Exercise material:

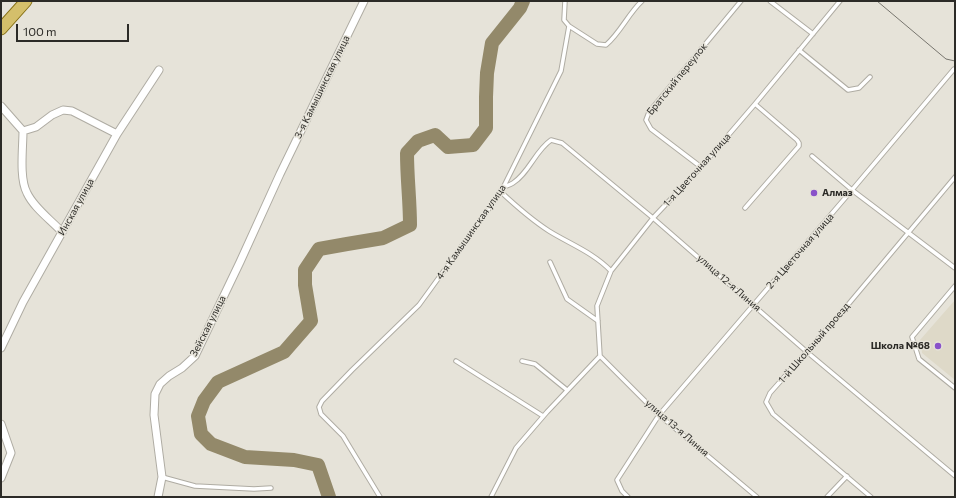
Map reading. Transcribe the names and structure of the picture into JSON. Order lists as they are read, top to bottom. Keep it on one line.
{"streets":{"street":["3-я Камышинская улица","Инская улица","Зейская улица"],"lane":["Братский переулок","1-я Цветочная улица","4-я Камышинская улица","2-я Цветочная улица","улица 12-я Линия","1-й Школьный проезд","улица 13-я Линия"]},"crossings":[["Братский переулок","1-я Цветочная улица"],["3-я Камышинская улица","Зейская улица"],["1-я Цветочная улица","улица 12-я Линия"],["1-я Цветочная улица","улица 13-я Линия"],["4-я Камышинская улица","улица 12-я Линия"],["2-я Цветочная улица","улица 12-я Линия"],["2-я Цветочная улица","улица 13-я Линия"],["улица 12-я Линия","1-й Школьный проезд"]],"places":["Алмаз","Школа №68"],"scale_bar":"100 m"}
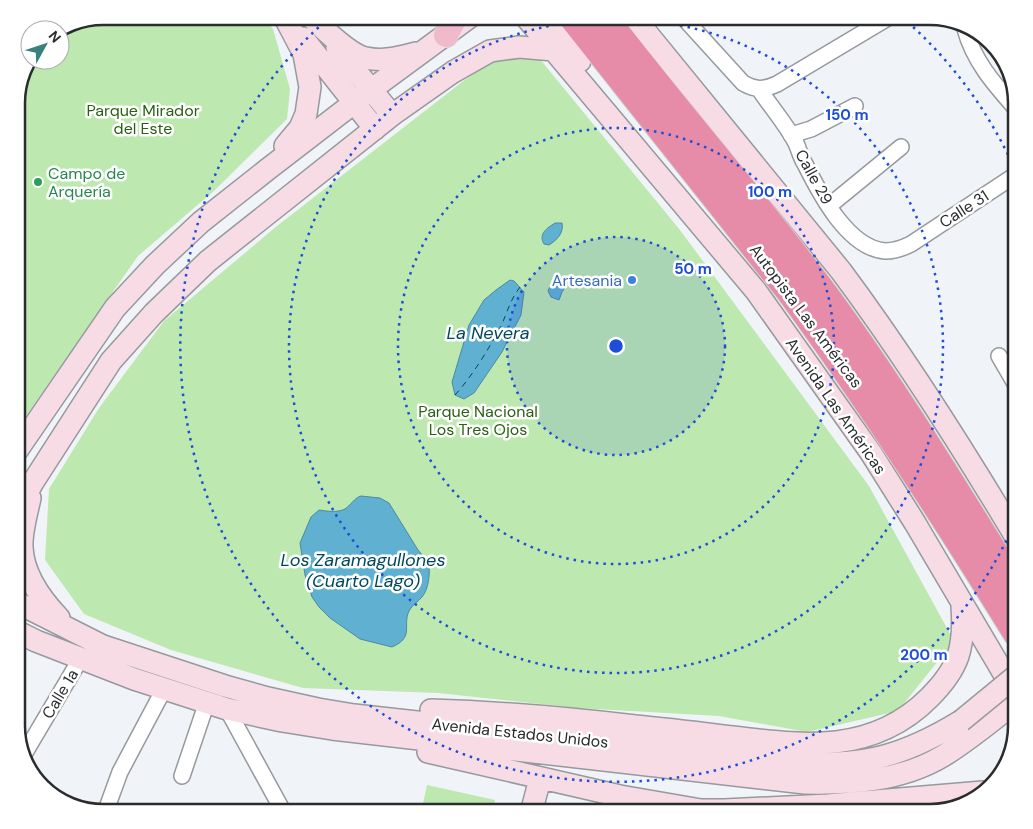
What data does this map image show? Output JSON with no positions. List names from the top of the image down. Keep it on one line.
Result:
{"streets":{"highway":["Autopista Las Américas"],"street":["Calle 29","Calle 31","Avenida Las Américas","Calle 1a","Avenida Estados Unidos"]},"crossings":[["Calle 29","Calle 31"],["Calle 1a","Avenida Estados Unidos"]],"water":["La Nevera","Los Zaramagullones (Cuarto Lago)"],"parks":["Parque Mirador del Este","Parque Nacional Los Tres Ojos"],"places":["Campo de Arquería","Artesania"],"north":"top right","rings":["150 m","100 m","50 m","200 m"]}
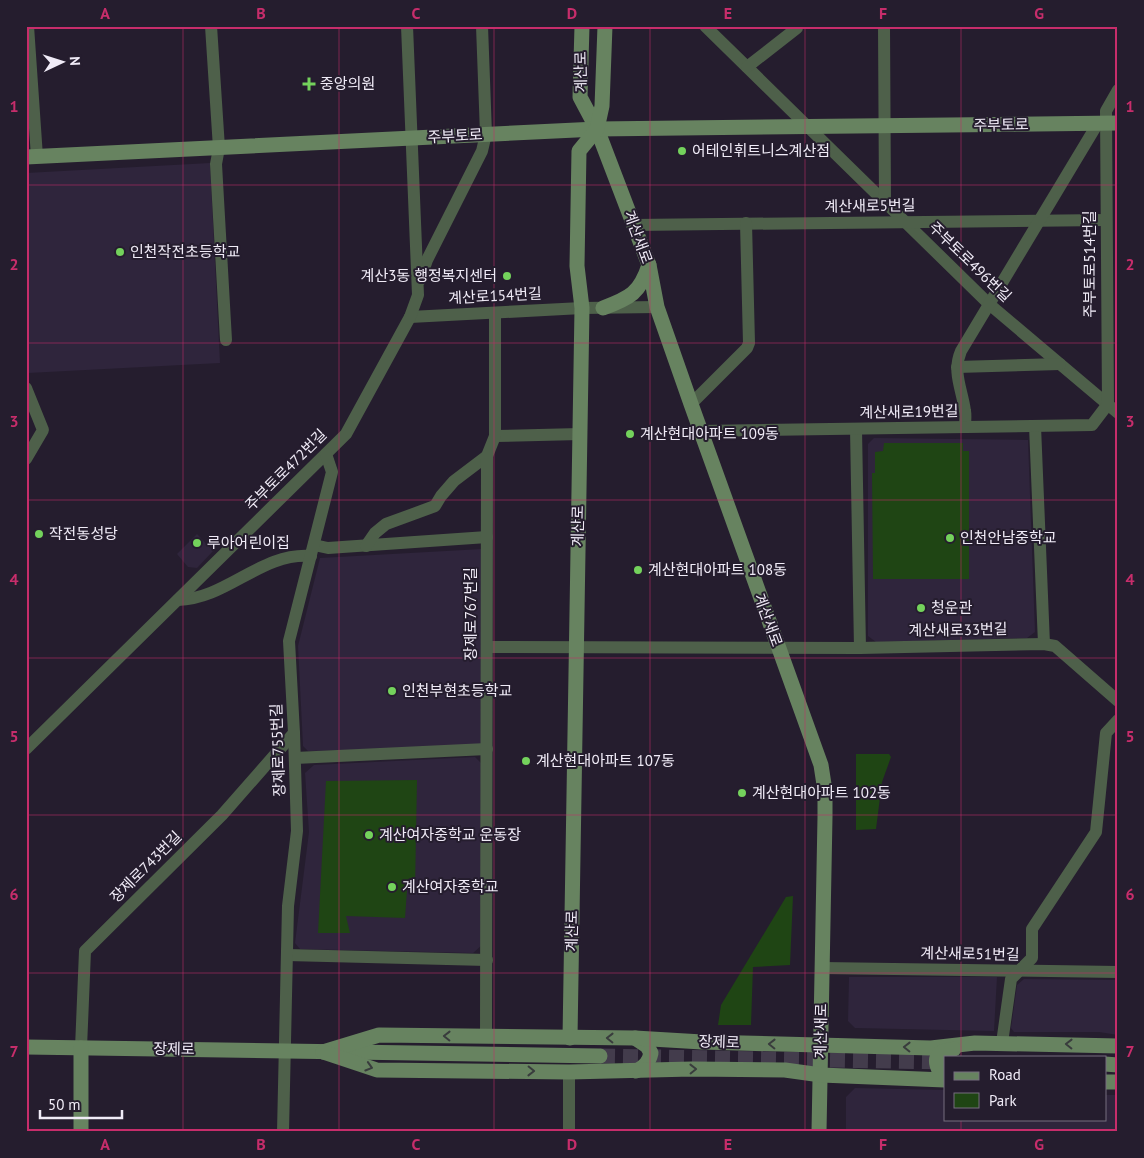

Your goal: Pictures stay out; copy every entry above exactly.

Response to the task:
Map reading. Transcribe the names and structure of the picture into JSON. Order lists as they are read, top to bottom. Keep it on one line.
{"streets":{"street":["3-я Камышинская улица","Инская улица","Зейская улица"],"lane":["Братский переулок","1-я Цветочная улица","4-я Камышинская улица","2-я Цветочная улица","улица 12-я Линия","1-й Школьный проезд","улица 13-я Линия"]},"crossings":[["Братский переулок","1-я Цветочная улица"],["3-я Камышинская улица","Зейская улица"],["1-я Цветочная улица","улица 12-я Линия"],["1-я Цветочная улица","улица 13-я Линия"],["4-я Камышинская улица","улица 12-я Линия"],["2-я Цветочная улица","улица 12-я Линия"],["2-я Цветочная улица","улица 13-я Линия"],["улица 12-я Линия","1-й Школьный проезд"]],"places":["Алмаз","Школа №68"],"scale_bar":"100 m"}
What data does this map image show? Output JSON with no positions. List names from the top of the image down. Keep it on one line.
Result:
{"streets":{"highway":["Autopista Las Américas"],"street":["Calle 29","Calle 31","Avenida Las Américas","Calle 1a","Avenida Estados Unidos"]},"crossings":[["Calle 29","Calle 31"],["Calle 1a","Avenida Estados Unidos"]],"water":["La Nevera","Los Zaramagullones (Cuarto Lago)"],"parks":["Parque Mirador del Este","Parque Nacional Los Tres Ojos"],"places":["Campo de Arquería","Artesania"],"north":"top right","rings":["150 m","100 m","50 m","200 m"]}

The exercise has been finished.